> **What the task asks**
Look for "canvas" in the records and copy every line that has it.

[Saved data entries]
----------------
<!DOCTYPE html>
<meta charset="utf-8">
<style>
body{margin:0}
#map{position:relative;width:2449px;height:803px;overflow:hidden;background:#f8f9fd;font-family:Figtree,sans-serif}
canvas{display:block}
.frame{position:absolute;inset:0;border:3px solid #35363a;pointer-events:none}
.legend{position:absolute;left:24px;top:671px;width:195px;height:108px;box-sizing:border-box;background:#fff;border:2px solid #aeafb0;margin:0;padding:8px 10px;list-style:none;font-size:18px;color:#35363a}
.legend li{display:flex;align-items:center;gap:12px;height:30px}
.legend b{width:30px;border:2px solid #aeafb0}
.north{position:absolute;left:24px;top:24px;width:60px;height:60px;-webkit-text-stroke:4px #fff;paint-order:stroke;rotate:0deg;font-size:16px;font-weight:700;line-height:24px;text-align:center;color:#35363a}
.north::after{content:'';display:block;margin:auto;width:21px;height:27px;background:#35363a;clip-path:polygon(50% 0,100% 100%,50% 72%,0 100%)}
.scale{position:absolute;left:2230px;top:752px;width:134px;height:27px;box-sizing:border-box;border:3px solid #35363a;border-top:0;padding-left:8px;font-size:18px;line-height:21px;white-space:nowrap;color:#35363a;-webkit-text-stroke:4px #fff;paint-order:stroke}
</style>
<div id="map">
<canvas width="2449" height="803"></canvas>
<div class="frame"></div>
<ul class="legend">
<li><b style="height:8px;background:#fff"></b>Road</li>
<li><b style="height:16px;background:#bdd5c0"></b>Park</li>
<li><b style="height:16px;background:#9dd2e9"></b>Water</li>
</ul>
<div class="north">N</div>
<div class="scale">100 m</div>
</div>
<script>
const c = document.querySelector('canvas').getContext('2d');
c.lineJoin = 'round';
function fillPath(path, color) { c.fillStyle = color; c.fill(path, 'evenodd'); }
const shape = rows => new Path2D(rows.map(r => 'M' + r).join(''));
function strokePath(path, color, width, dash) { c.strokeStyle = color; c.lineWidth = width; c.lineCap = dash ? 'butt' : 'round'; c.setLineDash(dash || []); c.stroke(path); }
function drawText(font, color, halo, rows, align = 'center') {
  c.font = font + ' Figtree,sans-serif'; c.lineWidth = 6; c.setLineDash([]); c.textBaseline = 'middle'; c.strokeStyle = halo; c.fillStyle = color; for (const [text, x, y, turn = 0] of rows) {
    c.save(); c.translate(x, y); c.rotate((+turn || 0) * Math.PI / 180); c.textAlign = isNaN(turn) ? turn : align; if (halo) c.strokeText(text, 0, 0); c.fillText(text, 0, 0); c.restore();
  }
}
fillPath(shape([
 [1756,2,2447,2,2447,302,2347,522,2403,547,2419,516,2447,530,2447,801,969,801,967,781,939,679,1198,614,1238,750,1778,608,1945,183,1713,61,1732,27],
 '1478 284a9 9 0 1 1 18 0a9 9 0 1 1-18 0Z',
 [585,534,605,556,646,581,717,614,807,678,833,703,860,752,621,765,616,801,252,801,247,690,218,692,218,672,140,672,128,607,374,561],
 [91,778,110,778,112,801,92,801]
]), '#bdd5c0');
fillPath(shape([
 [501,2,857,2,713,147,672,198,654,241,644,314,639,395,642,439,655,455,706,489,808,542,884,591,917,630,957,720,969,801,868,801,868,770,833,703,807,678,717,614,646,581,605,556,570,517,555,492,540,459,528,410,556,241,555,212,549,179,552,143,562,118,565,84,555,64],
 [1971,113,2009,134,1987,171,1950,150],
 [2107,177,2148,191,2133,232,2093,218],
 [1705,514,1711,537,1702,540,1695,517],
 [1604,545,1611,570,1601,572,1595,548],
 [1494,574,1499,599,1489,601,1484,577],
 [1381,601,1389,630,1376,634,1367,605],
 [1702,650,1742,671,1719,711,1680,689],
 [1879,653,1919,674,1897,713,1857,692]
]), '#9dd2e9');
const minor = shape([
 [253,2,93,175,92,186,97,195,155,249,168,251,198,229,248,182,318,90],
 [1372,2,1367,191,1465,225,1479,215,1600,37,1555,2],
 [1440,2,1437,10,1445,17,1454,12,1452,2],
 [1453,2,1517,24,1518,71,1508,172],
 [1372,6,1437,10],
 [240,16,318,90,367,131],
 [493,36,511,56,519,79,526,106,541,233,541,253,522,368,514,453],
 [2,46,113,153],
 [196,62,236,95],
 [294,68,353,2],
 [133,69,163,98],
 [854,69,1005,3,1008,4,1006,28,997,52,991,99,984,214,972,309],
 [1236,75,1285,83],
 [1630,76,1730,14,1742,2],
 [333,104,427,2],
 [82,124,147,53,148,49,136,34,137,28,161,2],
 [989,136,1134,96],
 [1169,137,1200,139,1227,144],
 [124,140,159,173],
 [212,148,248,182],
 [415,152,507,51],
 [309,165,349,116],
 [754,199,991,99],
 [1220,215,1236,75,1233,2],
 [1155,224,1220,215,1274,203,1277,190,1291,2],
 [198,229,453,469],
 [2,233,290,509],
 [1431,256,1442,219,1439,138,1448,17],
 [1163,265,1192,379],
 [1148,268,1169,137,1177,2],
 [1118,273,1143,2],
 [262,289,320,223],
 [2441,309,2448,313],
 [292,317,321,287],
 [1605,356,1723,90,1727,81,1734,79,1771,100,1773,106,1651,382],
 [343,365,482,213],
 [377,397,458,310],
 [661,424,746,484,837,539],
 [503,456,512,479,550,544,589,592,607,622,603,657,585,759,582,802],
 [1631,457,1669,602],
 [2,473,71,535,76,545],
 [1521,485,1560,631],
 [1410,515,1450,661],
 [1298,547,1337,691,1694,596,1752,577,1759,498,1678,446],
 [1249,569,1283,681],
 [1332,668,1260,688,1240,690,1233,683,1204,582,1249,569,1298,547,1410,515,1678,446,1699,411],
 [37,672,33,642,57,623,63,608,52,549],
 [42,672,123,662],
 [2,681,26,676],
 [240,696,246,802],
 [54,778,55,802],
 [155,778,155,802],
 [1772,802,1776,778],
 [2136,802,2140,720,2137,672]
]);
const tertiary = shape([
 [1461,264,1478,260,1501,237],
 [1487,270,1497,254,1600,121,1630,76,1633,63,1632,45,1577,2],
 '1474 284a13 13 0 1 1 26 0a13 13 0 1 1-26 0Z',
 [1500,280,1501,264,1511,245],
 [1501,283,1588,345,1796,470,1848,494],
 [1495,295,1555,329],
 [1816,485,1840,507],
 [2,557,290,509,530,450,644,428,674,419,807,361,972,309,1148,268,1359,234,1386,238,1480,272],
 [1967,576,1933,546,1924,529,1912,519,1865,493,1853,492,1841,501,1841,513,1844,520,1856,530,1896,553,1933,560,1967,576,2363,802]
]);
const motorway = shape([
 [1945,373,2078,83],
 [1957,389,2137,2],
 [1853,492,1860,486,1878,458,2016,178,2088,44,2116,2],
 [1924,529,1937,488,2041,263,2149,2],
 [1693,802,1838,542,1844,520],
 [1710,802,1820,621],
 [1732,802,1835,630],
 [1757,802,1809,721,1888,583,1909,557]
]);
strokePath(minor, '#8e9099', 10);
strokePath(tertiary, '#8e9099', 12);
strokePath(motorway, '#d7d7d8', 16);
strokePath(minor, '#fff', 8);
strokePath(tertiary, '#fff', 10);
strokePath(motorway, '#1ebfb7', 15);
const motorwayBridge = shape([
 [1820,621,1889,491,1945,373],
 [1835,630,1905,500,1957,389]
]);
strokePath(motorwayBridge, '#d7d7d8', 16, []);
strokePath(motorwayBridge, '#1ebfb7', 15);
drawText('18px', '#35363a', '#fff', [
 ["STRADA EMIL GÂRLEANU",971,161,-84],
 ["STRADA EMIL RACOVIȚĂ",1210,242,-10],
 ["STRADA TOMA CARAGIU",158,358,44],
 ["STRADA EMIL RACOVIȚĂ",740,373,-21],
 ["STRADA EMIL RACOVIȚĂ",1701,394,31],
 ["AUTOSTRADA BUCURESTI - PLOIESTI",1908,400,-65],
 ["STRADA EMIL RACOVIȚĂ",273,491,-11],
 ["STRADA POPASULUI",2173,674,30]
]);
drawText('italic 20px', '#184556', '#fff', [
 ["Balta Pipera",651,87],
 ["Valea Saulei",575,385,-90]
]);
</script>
----------------
> **Answer section**
canvas{display:block}
<canvas width="2449" height="803"></canvas>
const c = document.querySelector('canvas').getContext('2d');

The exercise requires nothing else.